Mary Catalfamo, Appellant, v City of Albany, Respondent.

—[*1] Pelagalli, Weiner, Rench & Thompson, L.L.P., Clifton Park (Paul Pelagalli of counsel), for appellant.

John Reilly, Corporation Counsel, Albany (Jeffrey V. Jamison of counsel), for respondent.

Carpinello, J. Appeal from an order of the Supreme Court (Hard, J.), entered October 16, 2007 in Albany County, which granted defendant's motion for summary judgment dismissing the complaint.

In this action commenced by plaintiff to recover for injuries she sustained after falling on snow and ice on the sidewalk in front of her neighbor's home, defendant was granted summary judgment dismissing the complaint on the ground that it did not receive prior written notice of this allegedly defective condition. Plaintiff now appeals. We affirm.

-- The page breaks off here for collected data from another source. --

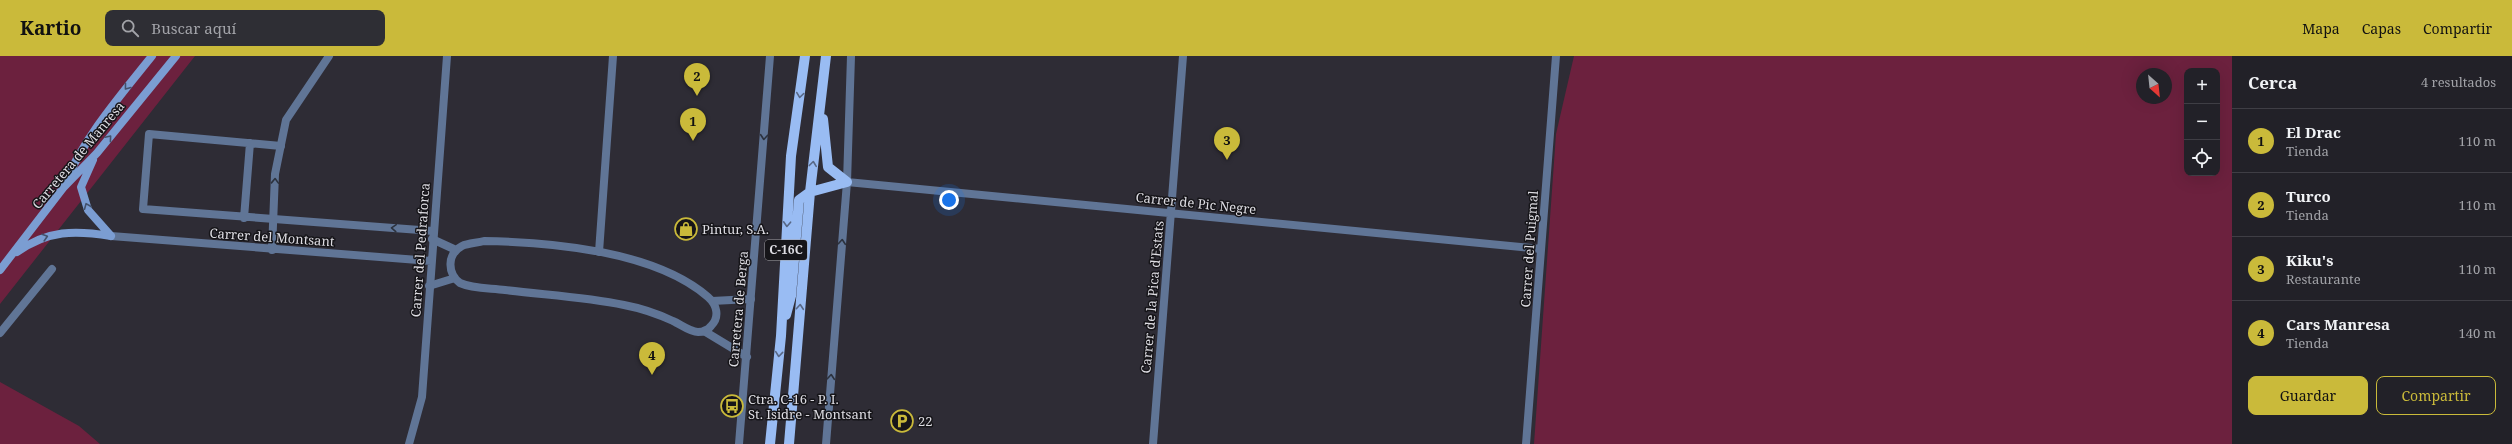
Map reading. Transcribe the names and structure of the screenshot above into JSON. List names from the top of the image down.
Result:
{
  "streets": {
    "main road": ["Carretera de Manresa", "C-16C"],
    "street": [
      "Carrer de Pic Negre",
      "Carrer del Montsant",
      "Carrer del Puigmal",
      "Carrer del Pedraforca",
      "Carrer de la Pica d'Estats",
      "Carretera de Berga"
    ]
  },
  "crossings": [
    ["Carrer de Pic Negre", "Carrer del Puigmal"],
    ["Carrer de Pic Negre", "Carrer de la Pica d'Estats"],
    ["Carrer del Montsant", "Carrer del Pedraforca"]
  ],
  "one_way": ["Carretera de Berga"],
  "places": {
    "shop": ["Pintur, S.A."],
    "bus stop": ["Ctra. C-16 - P. I. St. Isidre - Montsant"],
    "parking": ["22"]
  },
  "north": "bottom right",
  "page": {
    "header": "Kartio",
    "search": "Buscar aquí",
    "nav": ["Mapa", "Capas", "Compartir"],
    "heading": ["Cerca", "4 resultados"],
    "pins": [
      "2",
      "1",
      "3",
      "4"
    ],
    "map_buttons": ["+", "−"],
    "list": [
      {
        "mark": "1",
        "name": "El Drac",
        "note": "Tienda",
        "value": "110 m"
      },
      {
        "mark": "2",
        "name": "Turco",
        "note": "Tienda",
        "value": "110 m"
      },
      {
        "mark": "3",
        "name": "Kiku's",
        "note": "Restaurante",
        "value": "110 m"
      },
      {
        "mark": "4",
        "name": "Cars Manresa",
        "note": "Tienda",
        "value": "140 m"
      }
    ],
    "buttons": ["Guardar", "Compartir"]
  }
}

According to plaintiff's testimony at a General Municipal Law § 50-h hearing, as well as her verified and amended bill of particulars, there was a three-to-four-inch buildup of snow on the sidewalk in front of her neighbor's house on a particular day in December 2000.[FN1] When she stepped on this snow in an effort to cross the street, it was icy and caused her to fall. Plaintiff does not dispute that defendant never received prior written notice of this allegedly dangerous [*2]condition as required under its code.[FN2] She claims, however, that a question of fact exists concerning whether defendant created the dangerous condition through its snow removal activities thus obviating the need for prior written notice (see e.g. Fuhrmann v City of Binghamton, 31 AD3d 1036, 1037 [2006]). Upon our review of the record, including evidence establishing that defendant's snow removal operations occurred approximately one week before her fall, we are unpersuaded that plaintiff raised a question of fact concerning the applicability of this exception to the prior written notice requirement (see generally Connerton v City of Binghamton, 236 AD2d 685, 686 [1997]). Thus, the complaint was properly dismissed.

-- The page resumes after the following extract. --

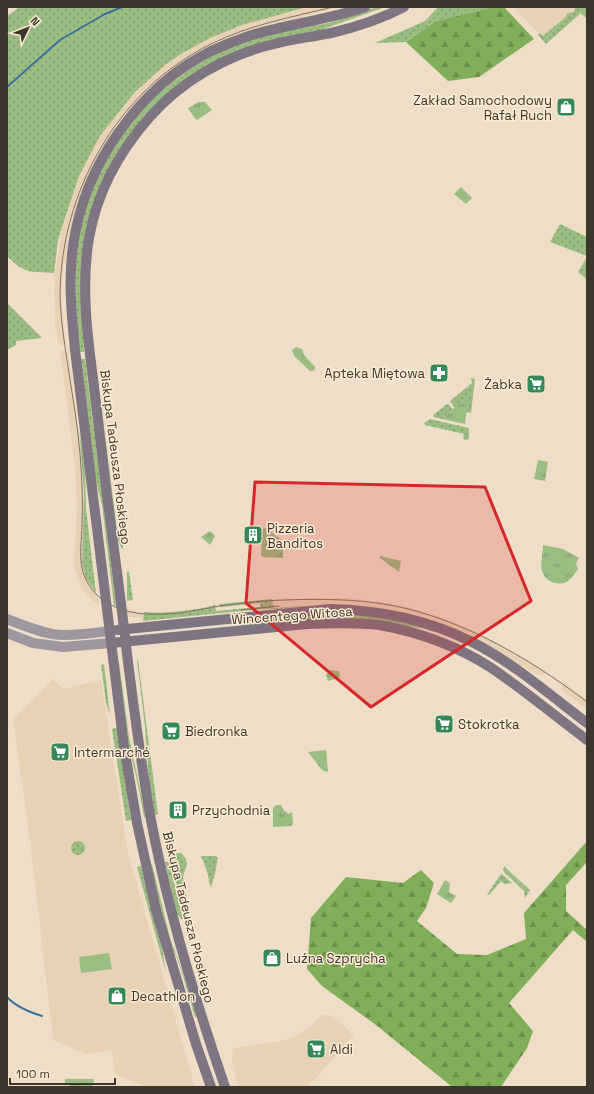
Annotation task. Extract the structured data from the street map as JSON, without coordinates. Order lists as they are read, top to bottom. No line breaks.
{"streets":{"main road":["Biskupa Tadeusza Płoskiego","Wincentego Witosa"]},"crossings":[["Biskupa Tadeusza Płoskiego","Wincentego Witosa"]],"places":{"shop":["Zakład Samochodowy Rafał Ruch","Luźna Szprycha","Decathlon"],"pharmacy":["Apteka Miętowa"],"supermarket":["Żabka","Stokrotka","Biedronka","Intermarché","Aldi"],"building":["Pizzeria Banditos","Przychodnia"]},"scale_bar":"100 m","north":"top right"}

Cardona, P.J., Mercure, Peters and Kavanagh, JJ., concur. Ordered that the order is affirmed, without costs. Footnotes

Footnote 1: Plaintiff later claimed that this build-up might have been as high as six inches.

Footnote 2: Pursuant to defendant's code, no action shall be maintained for any injury "sustained solely in consequence of the existence of snow or ice upon any sidewalk . . . unless written notice thereof, relating to the particular place, was actually given to [defendant's] Commissioner of Public Works and there was a failure or neglect to cause such snow or ice to be removed or the place otherwise made reasonably safe within a reasonable time after the receipt of such notice" (Code of City of Albany § 24-1 [A]).